A Land Rover linked to hunting kennels where live fox cubs were allegedly thrown to the hounds was tracked to two areas of disturbed ground, a court has heard.

Prosecutors allege that the vehicle, belonging to terrierman Nathan Parry, was traced to both sites and the South Herefordshire Hunt’s kennels in 2016, after anti-bloodsport investigators attached a magnetic tracking device to his vehicle.

The 40-year-old is standing trial on animal cruelty charges at Birmingham Magistrates’ Court alongside the hunt’s Master of Hounds, Paul Oliver, and kennel maid Hannah Rose.

Giving evidence on the second day of the trial, hunt saboteur Karl Garside, a member of the Hunt Investigation Team (HIT), said he had helped to place covert cameras at the kennels in May 2016.

The witness, who was shielded from the dock and the public gallery by a screen, told the court the investigation started in March 2016 when a tracker was attached to Parry’s Land Rover at his home under the cover of darkness.

Mr Garside said the tracker indicated that the vehicle attended land near the Mynde estate in Herefordshire at 9.47am on May 14 2016 and arrived at the hunt’s kennels at 1.18pm.

Hannah Rose and Paul Oliver outside Birmingham Magistrates' Court
Hannah Rose and Paul Oliver outside Birmingham Magistrates' Court

Telling the court he had then attended the first site, where foxes are alleged to have been dug out, Mr Garside said: “We found a rural location, a wooded area backing on to fields.

“At the location that the tracker indicated, we found an old badger sett with four of five entrances. We knew foxes inhabited it because we could smell them and we found (poultry and pheasant) carcasses scattered around.

“There was a small area on top of the sett where the earth had been freshly disturbed and levelled.”

Mr Garside visited the hunt’s premises later and filmed a fox cub being held in a cage, the court heard.

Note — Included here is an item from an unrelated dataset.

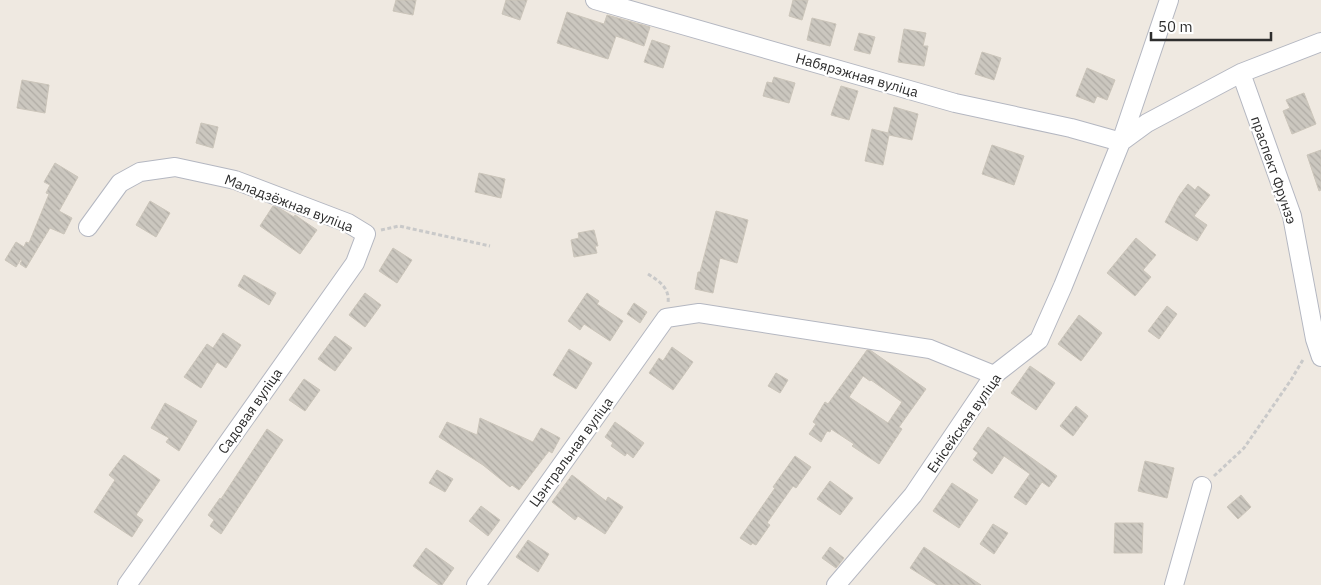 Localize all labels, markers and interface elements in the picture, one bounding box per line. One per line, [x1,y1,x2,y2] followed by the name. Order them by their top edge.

On May 15 the tracker indicated that Parry’s Land Rover arrived at 3.19pm on land where a fox is alleged to have been “dug out” in Pencoyd, Herefordshire.

Tracker data presented in court showed that the vehicle left the second site at 4.34pm and arrived at the kennels 10 minutes later.

On the second day of the trial, the district judge trying the case was shown covert video footage alleged to show Oliver carrying fox cubs at the kennels.

One of the clips showed a live cub being gripped by the scruff of the neck and another showed a dead animal being dumped in a waste bin.

During cross-examination, Mr Garside said HIT had “special friends with special skills” but declined to name an organisation that had helped its members with specialist training.

Parry, of Brynarw estate near Abergavenny, South Wales, denies four charges of causing unnecessary suffering to a protected animal.

Oliver, 40, and Rose, 30, both of Sutton Crosses, near Spalding, Lincolnshire, also deny four counts of animal cruelty.

Two other defendants have pleaded guilty to two charges of causing unnecessary suffering to fox cubs on dates in May 2016.

The trial continues.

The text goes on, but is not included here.